Using ocean data collected by diving floats, U.S. climate scientists released a study Thursday that they said provides the "smoking gun" that ties manmade greenhouse gas emissions to global warming.
The researchers, some of them working for NASA and the Energy Department, went a step further, implicitly criticizing President Bush for not taking stronger action to curb emissions of carbon dioxide and other heat-trapping gases.
They said the findings confirm that computer models of climate change are on target and that global temperatures will rise 1 degree Fahrenheit this century, even if greenhouse gases are capped tomorrow.
If emissions instead continue to grow, as expected, things could spin “out of our control,” especially as ocean levels rise from melting Greenland and Antarctic ice sheets, the NASA-led scientists said. "The climate system could reach a point where large sea level change is practically impossible to avoid."
The study, published Thursday in the journal Science, is the latest to report growing certainty about global warming projections.
Floats and satellites used
More than 1,800 technology-packed floats, deployed in oceans worldwide beginning in 2000, are regularly diving as much as a mile undersea to take temperature and other readings. Their precise measurements are supplemented by better satellite gauging of ocean levels, which rise both from meltwater and as the sea warms and expands.

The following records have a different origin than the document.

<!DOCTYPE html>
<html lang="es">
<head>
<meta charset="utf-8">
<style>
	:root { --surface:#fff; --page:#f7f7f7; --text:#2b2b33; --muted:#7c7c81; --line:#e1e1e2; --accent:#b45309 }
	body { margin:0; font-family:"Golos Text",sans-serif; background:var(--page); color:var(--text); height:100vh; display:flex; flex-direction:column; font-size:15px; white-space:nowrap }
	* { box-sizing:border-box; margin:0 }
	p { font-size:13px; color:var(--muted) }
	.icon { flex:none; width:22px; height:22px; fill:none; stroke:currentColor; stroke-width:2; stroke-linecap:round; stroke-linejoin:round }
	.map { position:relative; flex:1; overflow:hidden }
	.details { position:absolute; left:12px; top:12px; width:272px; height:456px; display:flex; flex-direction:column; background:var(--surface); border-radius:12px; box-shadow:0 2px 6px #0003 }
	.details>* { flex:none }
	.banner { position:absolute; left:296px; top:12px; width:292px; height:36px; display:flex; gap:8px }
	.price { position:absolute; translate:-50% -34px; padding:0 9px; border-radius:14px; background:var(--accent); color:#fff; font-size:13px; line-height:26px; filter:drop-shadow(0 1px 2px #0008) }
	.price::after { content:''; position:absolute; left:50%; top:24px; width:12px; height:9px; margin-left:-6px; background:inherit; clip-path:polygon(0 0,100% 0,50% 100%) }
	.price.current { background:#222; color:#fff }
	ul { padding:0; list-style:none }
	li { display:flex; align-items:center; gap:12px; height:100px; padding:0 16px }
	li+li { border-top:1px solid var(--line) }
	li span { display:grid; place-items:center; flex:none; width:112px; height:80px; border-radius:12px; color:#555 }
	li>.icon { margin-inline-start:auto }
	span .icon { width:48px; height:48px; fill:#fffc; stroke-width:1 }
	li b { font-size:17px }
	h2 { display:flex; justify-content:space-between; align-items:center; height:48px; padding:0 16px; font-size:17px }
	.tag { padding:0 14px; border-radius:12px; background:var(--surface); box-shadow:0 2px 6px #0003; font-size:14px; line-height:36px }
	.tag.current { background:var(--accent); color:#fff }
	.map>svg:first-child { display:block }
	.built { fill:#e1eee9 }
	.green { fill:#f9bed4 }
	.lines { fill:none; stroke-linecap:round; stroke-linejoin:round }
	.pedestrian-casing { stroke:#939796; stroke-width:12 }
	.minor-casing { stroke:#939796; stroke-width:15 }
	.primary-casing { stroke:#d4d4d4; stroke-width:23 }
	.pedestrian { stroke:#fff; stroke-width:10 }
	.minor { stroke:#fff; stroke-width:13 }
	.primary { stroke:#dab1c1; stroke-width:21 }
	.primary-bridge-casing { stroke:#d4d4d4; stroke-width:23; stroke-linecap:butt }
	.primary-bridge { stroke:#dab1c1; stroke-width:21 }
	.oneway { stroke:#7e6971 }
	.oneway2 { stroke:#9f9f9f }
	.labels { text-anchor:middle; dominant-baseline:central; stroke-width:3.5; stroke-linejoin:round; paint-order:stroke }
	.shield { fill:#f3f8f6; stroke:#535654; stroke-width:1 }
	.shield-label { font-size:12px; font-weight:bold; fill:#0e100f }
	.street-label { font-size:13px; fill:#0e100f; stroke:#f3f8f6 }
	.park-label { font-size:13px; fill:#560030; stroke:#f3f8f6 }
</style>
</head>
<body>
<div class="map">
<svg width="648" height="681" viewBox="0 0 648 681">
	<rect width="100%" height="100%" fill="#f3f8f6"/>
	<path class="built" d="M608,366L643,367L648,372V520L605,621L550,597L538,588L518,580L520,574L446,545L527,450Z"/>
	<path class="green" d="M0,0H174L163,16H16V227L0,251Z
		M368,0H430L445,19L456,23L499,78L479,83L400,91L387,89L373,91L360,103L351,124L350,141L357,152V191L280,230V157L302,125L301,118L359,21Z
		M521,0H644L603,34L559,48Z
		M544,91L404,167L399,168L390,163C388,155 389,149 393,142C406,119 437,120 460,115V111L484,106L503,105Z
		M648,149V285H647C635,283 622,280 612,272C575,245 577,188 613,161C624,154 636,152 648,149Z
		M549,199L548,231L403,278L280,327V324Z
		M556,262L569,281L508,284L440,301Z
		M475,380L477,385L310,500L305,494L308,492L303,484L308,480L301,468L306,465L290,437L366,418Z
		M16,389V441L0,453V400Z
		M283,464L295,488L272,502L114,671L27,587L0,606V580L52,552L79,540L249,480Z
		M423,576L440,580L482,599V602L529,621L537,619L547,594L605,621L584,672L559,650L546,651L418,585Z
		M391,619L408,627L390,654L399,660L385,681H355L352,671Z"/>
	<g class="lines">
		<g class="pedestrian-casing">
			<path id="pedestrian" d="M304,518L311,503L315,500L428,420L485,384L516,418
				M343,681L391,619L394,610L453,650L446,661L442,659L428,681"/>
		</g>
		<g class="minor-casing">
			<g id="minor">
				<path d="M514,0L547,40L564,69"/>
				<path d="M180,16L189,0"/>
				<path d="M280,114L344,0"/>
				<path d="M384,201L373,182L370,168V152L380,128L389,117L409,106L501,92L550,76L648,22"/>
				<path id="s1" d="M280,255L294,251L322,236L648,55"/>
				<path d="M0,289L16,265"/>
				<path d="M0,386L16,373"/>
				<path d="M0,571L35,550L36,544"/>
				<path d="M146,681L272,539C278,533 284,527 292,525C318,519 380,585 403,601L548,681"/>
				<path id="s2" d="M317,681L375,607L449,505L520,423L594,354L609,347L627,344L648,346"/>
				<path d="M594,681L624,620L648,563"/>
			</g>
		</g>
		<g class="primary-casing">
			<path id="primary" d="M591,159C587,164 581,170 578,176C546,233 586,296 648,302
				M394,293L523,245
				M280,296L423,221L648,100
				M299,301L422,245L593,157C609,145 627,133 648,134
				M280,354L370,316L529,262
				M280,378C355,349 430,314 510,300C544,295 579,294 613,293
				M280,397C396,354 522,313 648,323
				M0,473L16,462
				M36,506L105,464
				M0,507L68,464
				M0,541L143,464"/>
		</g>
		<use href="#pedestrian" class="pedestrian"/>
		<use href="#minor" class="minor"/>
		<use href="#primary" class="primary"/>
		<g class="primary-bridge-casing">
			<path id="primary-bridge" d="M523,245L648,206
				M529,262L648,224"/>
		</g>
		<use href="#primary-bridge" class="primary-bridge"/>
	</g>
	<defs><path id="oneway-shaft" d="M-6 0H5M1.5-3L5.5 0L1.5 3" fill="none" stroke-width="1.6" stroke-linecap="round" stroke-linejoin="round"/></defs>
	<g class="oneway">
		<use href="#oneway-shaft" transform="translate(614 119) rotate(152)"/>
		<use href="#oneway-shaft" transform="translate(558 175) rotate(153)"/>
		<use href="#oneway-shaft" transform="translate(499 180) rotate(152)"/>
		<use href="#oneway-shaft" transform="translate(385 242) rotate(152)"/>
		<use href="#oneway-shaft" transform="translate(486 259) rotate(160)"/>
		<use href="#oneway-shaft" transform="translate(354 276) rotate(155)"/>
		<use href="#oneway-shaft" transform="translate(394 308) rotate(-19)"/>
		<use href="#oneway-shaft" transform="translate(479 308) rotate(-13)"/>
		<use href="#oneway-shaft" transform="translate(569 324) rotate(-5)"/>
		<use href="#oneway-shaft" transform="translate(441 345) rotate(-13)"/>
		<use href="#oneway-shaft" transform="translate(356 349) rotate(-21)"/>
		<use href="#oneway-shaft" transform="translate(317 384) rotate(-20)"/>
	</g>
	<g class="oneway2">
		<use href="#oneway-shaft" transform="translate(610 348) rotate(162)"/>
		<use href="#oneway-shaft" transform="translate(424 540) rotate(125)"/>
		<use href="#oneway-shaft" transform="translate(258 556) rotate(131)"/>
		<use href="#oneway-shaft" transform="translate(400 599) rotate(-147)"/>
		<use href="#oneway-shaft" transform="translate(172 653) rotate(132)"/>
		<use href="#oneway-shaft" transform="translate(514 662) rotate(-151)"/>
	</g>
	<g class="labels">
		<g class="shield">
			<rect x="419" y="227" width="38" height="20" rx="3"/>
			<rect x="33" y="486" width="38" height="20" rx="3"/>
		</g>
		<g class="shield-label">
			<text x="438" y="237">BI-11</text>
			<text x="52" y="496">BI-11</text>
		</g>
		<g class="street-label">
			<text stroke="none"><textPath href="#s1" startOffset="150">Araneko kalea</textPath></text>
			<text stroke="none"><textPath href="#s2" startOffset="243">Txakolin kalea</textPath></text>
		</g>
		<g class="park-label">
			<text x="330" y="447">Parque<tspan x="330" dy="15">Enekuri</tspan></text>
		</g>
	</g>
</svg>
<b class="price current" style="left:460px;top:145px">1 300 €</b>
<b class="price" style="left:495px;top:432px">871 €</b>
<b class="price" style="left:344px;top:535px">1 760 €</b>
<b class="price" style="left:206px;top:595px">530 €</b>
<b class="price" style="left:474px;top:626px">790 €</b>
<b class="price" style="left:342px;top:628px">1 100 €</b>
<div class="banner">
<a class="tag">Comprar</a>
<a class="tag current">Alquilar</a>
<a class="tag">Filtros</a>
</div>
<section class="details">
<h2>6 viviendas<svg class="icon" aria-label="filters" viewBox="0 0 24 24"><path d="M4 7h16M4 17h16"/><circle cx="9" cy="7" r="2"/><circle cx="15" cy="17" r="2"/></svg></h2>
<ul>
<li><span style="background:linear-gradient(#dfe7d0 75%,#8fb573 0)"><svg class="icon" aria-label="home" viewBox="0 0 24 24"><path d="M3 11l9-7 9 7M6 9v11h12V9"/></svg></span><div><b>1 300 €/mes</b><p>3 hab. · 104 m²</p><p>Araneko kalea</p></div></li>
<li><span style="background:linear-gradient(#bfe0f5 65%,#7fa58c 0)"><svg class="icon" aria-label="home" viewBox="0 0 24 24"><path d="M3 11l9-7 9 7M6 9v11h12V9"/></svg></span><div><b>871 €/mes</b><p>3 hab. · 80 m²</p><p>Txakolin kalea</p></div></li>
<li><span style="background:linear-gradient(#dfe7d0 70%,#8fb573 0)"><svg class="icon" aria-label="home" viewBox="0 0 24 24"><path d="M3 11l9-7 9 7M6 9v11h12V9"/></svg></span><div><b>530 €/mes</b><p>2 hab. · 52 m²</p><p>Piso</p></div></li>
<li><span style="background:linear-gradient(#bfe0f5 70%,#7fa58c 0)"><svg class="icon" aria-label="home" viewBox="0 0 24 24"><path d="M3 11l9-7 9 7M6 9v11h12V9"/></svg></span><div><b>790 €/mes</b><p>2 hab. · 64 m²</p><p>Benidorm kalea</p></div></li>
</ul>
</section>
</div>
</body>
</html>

Researchers led by NASA’s James Hansen used the improved data to calculate the oceans’ heat content and the global “energy imbalance.” They found that for every square meter of surface area, the planet is absorbing almost one watt more of the sun’s energy than it is radiating back to space as heat — a historically large imbalance. Such absorbed energy will steadily warm the atmosphere.
The 0.85-watt figure corresponds well with the energy imbalance predicted by the researchers’ modeling of climate change through a supercomputer, the report said.
Computer models, which are numerical simulations of climate change, factor in many influences on climate, including greenhouse emissions. Such gases, produced naturally but also by humans burning fossil fuels, trap heat as they accumulate in the atmosphere.
'Can no longer be genuine doubt'
Significantly, those emissions have increased at a rate consistent with the detected energy imbalance, the researchers said.
“There can no longer be genuine doubt that humanmade gases are the dominant cause of observed warming,” said Hansen, director of NASA’s Goddard Institute for Space Studies. “This energy imbalance is the ‘smoking gun’ that we have been looking for.”
Fourteen other specialists from NASA, Columbia University and the Department of Energy co-authored the study.
Scientists have found other possible “smoking guns” on global warming in recent years, but Klaus Hasselmann, a leading German climatologist, praised the new report for its innovative work on energy imbalance. “This is valuable additional supporting evidence” of manmade climate change, he told The Associated Press.
Similar correlation in separate study
In February, scientists at San Diego’s Scripps Institution of Oceanography said their research — not yet published — also showed a close correlation between climate models and the observed temperatures of oceans, further defusing skeptics’ past criticism of uncertainties in modeling.
Average atmospheric temperatures rose about 1 degree Fahrenheit in the 20th century, and the Intergovernmental Panel on Climate Change, a U.N.-organized network of scientists, says computer modeling shows they will rise between 2.5 degrees and 10.4 degrees Fahrenheit by the year 2100, depending on how well emissions are controlled.
The Science study said the excess energy stored in the oceans means a 1-degree Fahrenheit rise in atmospheric temperatures is already “in the pipeline.” This agrees with findings of U.S. government climate modelers reported last month.
Besides raising ocean levels, global warming is expected to intensify storms, spread disease to new areas, and shift climate zones hundreds of miles, possibly making farmlands drier and deserts wetter.
The researchers also pointed out that the Earth has significant "thermal inertia," which delays changes to the planet's energy balance. And they used that point to urge policymakers to take action.
"This delay provides an opportunity to reduce the magnitude" of climate change "if appropriate action is taken," they wrote in the study. "On the other hand, if we wait for more overwhelming empirical evidence of climate change, the inertia implies that still greater climate change will be in store, which may be difficult or impossible to avoid."
President Bush has said that while he believes manmade emissions are tied to global warming, it's not known just how closely and that therefore drastic steps like mandatory emission curbs are unwarranted.
"We do not know how much effect natural fluctuations in climate may have had on warming," he said in a major climate policy speech in 2001. "We do not know how much our climate could, or will change in the future. We do not know how fast change will occur, or even how some of our actions could impact it."
"No one can say with any certainty what constitutes a dangerous level of warming," he added, "and therefore what level must be avoided."
The administration instead is relying on technology improvements and voluntary steps to reduce emissions over time.